Friday 5 October 2007

The People v The World Bank



Star Trek fans will remember that episode back in 1993 where Q puts Captain Jean-Luc Picard on trial for crimes committed by the human race. Unless the captain can convince the court of humankind’s basic goodness, the entire race – past, present and future - will be wiped out. With his Shakespearean eloquence, of course, the actor Patrick Stewart pleads his defence successfully.

It’s only a story, but the dramatic conceit of this scenario is tremendously powerful. That is, if one honest citizen is prepared to stand up and speak from the heart, he or she can save humanity.

Multiply that by thousands and perhaps the concept is not too far-fetched. What we’ve seen increasingly since the 1960s, especially in the last decade, is the incidence of the people’s tribunal, which, conversely, puts the state or international institutions on trial for crimes against humanity - and where honest citizens are invited to bear witness for the prosecution, again emphasizing the power of personal testimony.

Not surprisingly, argues the Center for Women’s Global Leadership feminist organizers were among the first to see the potential of popular tribunals as a way to claim the “public” space of a tribunal to expose previously “private” violations. The first international tribunal on Crimes against Women was held in Brussels in March 1976. A more recent landmark in 2000 was the international women’s War Crimes Tribunal on Japan’s military sexual slavery.


The 2004 Brussels Tribunal against the war on Iraq

One of the people’s favourite criminals in the dock is the World Bank - along with the neo-liberal capitalist ‘democracy’ it represents. In January 2006 during the polycentric World Social Forum, a session of the World Court of Women sat to hear women bear witness on ‘wars of globalisation, wars against women’.

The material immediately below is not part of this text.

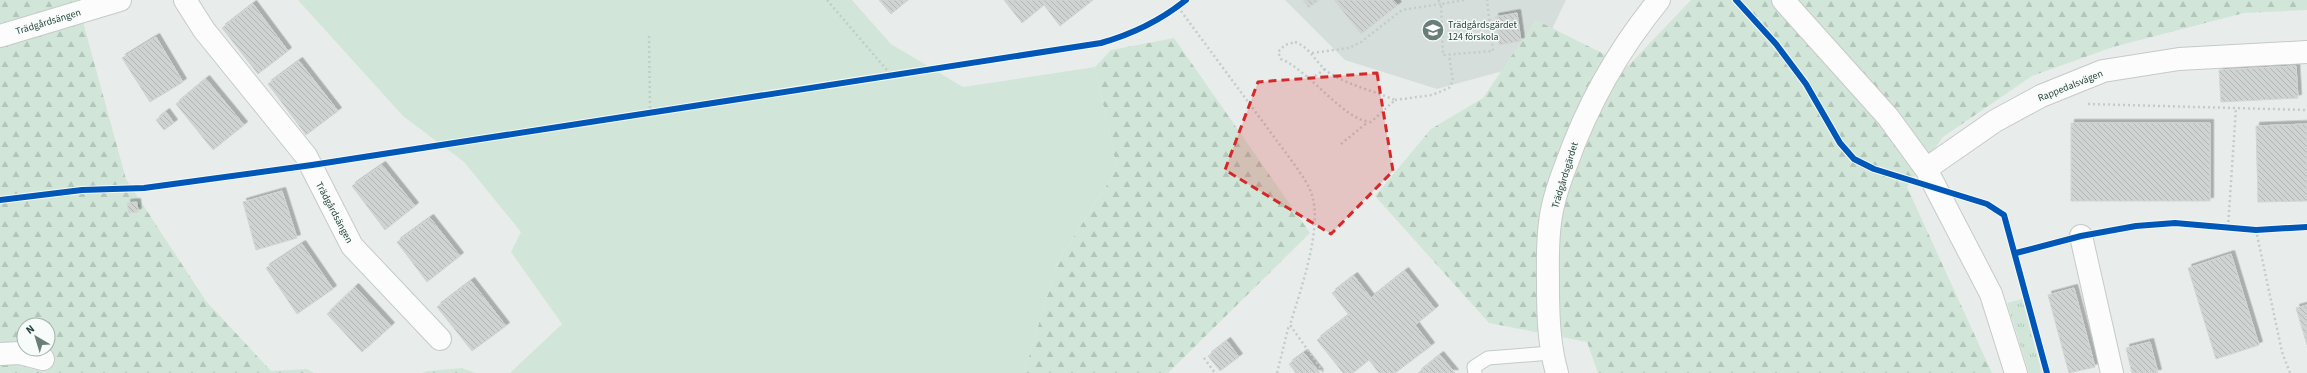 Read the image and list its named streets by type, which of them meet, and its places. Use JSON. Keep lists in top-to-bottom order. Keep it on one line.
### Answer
{"streets":{"street":["Trädgårdsängen","Rappedalsvägen","Trädgårdsgärdet"]},"places":{"school or university":["Trädgårdsgärdet 124 förskola"]},"north":"top left"}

In early 2007 the film Bamako was shown widely in the US and Europe and promoted by Christian Aid as part of its trade justice campaign. In the film, a trial takes place in a typical African courtyard, where the World Bank and IMF are found guilty of crimes against humanity. Some Western film critics suggested the film lacked concrete proposals for change, but it had enormous impact in Africa, being the first time that this testimony had been raised in public by ordinary Africans for a worldwide audience.



In September 2007 a four-day tribunal was held in India,
where a large number of civil society organisations gathered , yes, as in Africa, accusing the World Bank of influencing national policies to the detriment of the poor. The Bank promised to make a deposition but no-one showed up.

Next up in the middle of October is the polycentric International Women’s Tribunal on Poverty, which will be held in Peru, India, Egypt and at the UN in New York. Given that 70% of the world’s poor are women, these tribunals aim to influence governments by collecting testimony to present to officials on the worsening conditions of women.

Can honest citizens really save humanity? Well, as Captain Picard would say, let’s make it so!



Stop Press: WORLD vs BANK

Also check out this Public Hearing on the World Bank to be held on 15th October in The Hague, organised by The World Bank Campaign Europe in cooperation with the Permanent Peoples' Tribunal. It will be streamed live on http://www.worldbankcampaigneurope.org/ just five days before the World Bank's 2007 annual meetings in Washington DC.

Witnesses from Peru, Nigeria, Malawi, Mali, Nicaragua and Kazakhstan will bring forward cases relating to the effects of the World Bank's push for privatisation and liberalisation of basic services as well as its involvement in fossil fuel projects in developing countries.